*To do*: Copy out the data so that nothing differs from the original.

*Collected data*:
= Beginning of Section =

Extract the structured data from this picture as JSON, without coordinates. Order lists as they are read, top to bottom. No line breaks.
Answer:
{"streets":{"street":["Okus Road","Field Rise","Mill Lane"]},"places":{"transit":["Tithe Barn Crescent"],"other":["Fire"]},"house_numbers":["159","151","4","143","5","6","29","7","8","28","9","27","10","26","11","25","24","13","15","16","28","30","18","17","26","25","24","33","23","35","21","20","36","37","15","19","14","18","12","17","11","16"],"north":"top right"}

= End of Section =

*Response to the task*:
Extract the structured data from this picture as JSON, without coordinates. Order lists as they are read, top to bottom. No line breaks.
Answer:
{"streets":{"street":["Okus Road","Field Rise","Mill Lane"]},"places":{"transit":["Tithe Barn Crescent"],"other":["Fire"]},"house_numbers":["159","151","4","143","5","6","29","7","8","28","9","27","10","26","11","25","24","13","15","16","28","30","18","17","26","25","24","33","23","35","21","20","36","37","15","19","14","18","12","17","11","16"],"north":"top right"}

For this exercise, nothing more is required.